ABOUT THIS TASK: Among the lines below, list those containing the string "nowrap".

Collected data:
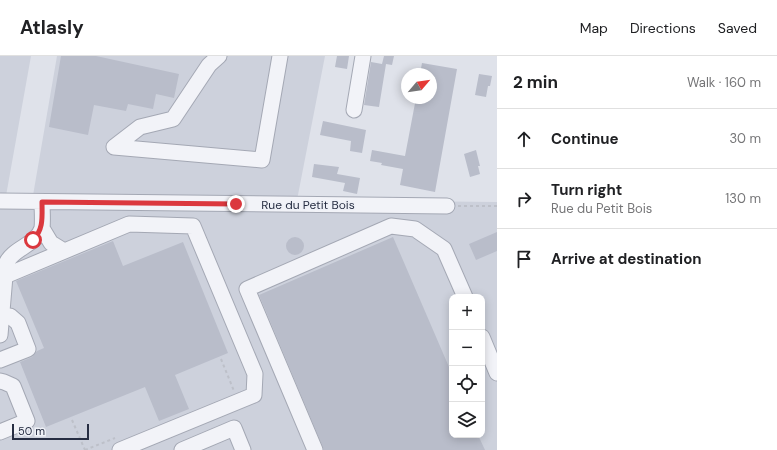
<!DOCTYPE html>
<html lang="en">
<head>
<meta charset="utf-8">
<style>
	body { margin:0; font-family:"DM Sans",sans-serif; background:#f2f2f2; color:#202124 }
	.controls { position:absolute; right:12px; bottom:12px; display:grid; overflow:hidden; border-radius:8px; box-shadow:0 2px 10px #0003 }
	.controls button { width:36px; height:36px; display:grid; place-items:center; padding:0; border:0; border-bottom:1px solid #e0e0e0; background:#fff; color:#202124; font:20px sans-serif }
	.compass { position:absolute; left:401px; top:12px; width:36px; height:36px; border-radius:50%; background:#fff; box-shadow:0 2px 10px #0003; rotate:61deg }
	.scale { position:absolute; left:12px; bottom:10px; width:77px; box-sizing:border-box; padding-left:4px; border:2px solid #262d42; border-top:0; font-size:11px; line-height:14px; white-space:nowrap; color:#262d42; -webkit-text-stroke:3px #eff1f7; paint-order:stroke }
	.stop { position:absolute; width:12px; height:12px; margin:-9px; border:3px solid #db383e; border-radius:50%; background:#fff }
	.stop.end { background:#db383e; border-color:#fff; box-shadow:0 1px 4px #0008 }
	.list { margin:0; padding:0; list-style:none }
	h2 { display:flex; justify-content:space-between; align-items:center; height:52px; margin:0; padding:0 16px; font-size:17px }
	h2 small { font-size:13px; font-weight:400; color:#757577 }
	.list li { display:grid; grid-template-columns:26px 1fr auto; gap:12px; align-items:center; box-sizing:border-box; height:60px; padding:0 16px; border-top:1px solid #e0e0e0 }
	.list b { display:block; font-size:15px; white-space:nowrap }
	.list p { margin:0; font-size:13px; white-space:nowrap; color:#757577 }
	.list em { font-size:13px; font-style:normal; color:#757577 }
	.icon { flex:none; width:22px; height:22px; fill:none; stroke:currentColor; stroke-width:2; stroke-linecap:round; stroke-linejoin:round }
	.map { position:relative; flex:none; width:497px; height:394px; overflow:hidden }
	header { display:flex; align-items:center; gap:24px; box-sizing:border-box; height:56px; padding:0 20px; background:#fff; border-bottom:1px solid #e0e0e0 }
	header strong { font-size:19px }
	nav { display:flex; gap:22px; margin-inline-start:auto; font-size:14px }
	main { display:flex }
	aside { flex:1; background:#fff }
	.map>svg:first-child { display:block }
</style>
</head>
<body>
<header>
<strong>Atlasly</strong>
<nav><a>Map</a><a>Directions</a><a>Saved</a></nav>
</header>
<main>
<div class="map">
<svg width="497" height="394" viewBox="0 0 497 394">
	<rect width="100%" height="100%" fill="#dfe2ea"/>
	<path fill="#cdd1dc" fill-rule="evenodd" d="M 0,0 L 31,0 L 4,151 L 31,151 L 57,0 L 325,0 L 297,144 L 497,146 L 497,394 L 0,394 ZM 452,241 L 482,241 L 482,379 L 452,379 Z"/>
	<path fill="#b9bdca" d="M 61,0 L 96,0 L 179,18 L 174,42 L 156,38 L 153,53 L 128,48 L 126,55 L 94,49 L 88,79 L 49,71 Z
		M 337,0 L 349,0 L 347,13 L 335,11 Z
		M 384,0 L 394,0 L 392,9 L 386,8 L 379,51 L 364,49 L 371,6 L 382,8 Z
		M 422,7 L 457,13 L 435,136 L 400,129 L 403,113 L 381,109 L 382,107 L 370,105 L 372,94 L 405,100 L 416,42 L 431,42 L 431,18 L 420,18 Z
		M 479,18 L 492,20 L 490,30 L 488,30 L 486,41 L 475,39 Z
		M 323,65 L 366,74 L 362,97 L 350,95 L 351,85 L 320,79 Z
		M 476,94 L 480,110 L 478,110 L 480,118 L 470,121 L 464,98 Z
		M 314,108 L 339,111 L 337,118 L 360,122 L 357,138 L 343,135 L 345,127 L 312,121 Z
		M 497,176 L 497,195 L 476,204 L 469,188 Z
		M286 190a9 9 0 1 1 18 0a9 9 0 1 1-18 0Z
		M 393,181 L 452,318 L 452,379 L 478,379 L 485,394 L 324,394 L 259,239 Z
		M 113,185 L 123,210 L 183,186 L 228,297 L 175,319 L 189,353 L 159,365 L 145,331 L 46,371 L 20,306 L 32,301 L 37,295 L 44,292 L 16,225 Z"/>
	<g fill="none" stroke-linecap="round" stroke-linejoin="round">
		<defs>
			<path id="minor" d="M 354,54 L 363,0
				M 114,91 L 262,104 L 280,0
				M 114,91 L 140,71 L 173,63 L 209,9 L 219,0
				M 0,145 L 447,150
				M 42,172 L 51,187 L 64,195
				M 5,220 L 129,168 L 193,170 L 255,318 L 254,339 L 120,394
				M 0,279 L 6,208 C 12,192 37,189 42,172 C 43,164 42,154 42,146
				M 482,281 L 497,317
				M 0,304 L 28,293 L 18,267 L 10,260 L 2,260
				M 0,325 L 4,326 L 13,330 L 27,365 L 0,376
				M 182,394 L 234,372 L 243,394
				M 315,394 L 247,233 L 391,170 L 415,173 L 444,193 L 465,241"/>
		</defs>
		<use href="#minor" stroke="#a4a8b4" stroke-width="17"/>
		<path stroke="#bdc0c9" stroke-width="2" stroke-dasharray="3 3" stroke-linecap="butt" d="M 458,150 L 497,150
			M 221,303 L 234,335
			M 72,364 L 85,394
			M 85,394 L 115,382"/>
		<use href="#minor" stroke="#f2f3f8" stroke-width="15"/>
	</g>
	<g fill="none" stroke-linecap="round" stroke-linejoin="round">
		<path stroke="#db383e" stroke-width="5" d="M 33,184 C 44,173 42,160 42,146 L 236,148"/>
	</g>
	<g text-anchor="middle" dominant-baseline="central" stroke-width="3" stroke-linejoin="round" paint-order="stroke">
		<g font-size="12" fill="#262d42" stroke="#eff1f7">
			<text x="308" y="149">Rue du Petit Bois</text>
		</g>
	</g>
</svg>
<div class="controls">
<button>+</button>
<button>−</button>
<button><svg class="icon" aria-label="locate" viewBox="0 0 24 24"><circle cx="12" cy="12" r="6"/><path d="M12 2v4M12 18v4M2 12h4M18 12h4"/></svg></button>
<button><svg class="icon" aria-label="layers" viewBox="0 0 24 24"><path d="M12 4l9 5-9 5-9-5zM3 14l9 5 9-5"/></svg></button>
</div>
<svg class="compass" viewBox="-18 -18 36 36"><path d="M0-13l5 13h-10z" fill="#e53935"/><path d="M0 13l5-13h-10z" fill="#757577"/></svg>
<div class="scale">50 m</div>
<div class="stop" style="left:33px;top:184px"></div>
<div class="stop end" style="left:236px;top:148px"></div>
</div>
<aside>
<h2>2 min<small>Walk · 160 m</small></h2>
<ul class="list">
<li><svg class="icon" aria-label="ahead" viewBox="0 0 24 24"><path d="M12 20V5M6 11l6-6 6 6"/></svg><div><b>Continue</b></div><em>30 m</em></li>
<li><svg class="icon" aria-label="right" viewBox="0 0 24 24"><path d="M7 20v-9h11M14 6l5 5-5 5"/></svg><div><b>Turn right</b><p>Rue du Petit Bois</p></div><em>130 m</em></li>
<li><svg class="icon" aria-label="arrive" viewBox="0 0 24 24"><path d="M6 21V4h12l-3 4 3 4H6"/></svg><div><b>Arrive at destination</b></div></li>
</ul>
</aside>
</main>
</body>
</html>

ANSWER FOR THIS EXERCISE:
	.scale { position:absolute; left:12px; bottom:10px; width:77px; box-sizing:border-box; padding-left:4px; border:2px solid #262d42; border-top:0; font-size:11px; line-height:14px; white-space:nowrap; color:#262d42; -webkit-text-stroke:3px #eff1f7; paint-order:stroke }
	.list b { display:block; font-size:15px; white-space:nowrap }
	.list p { margin:0; font-size:13px; white-space:nowrap; color:#757577 }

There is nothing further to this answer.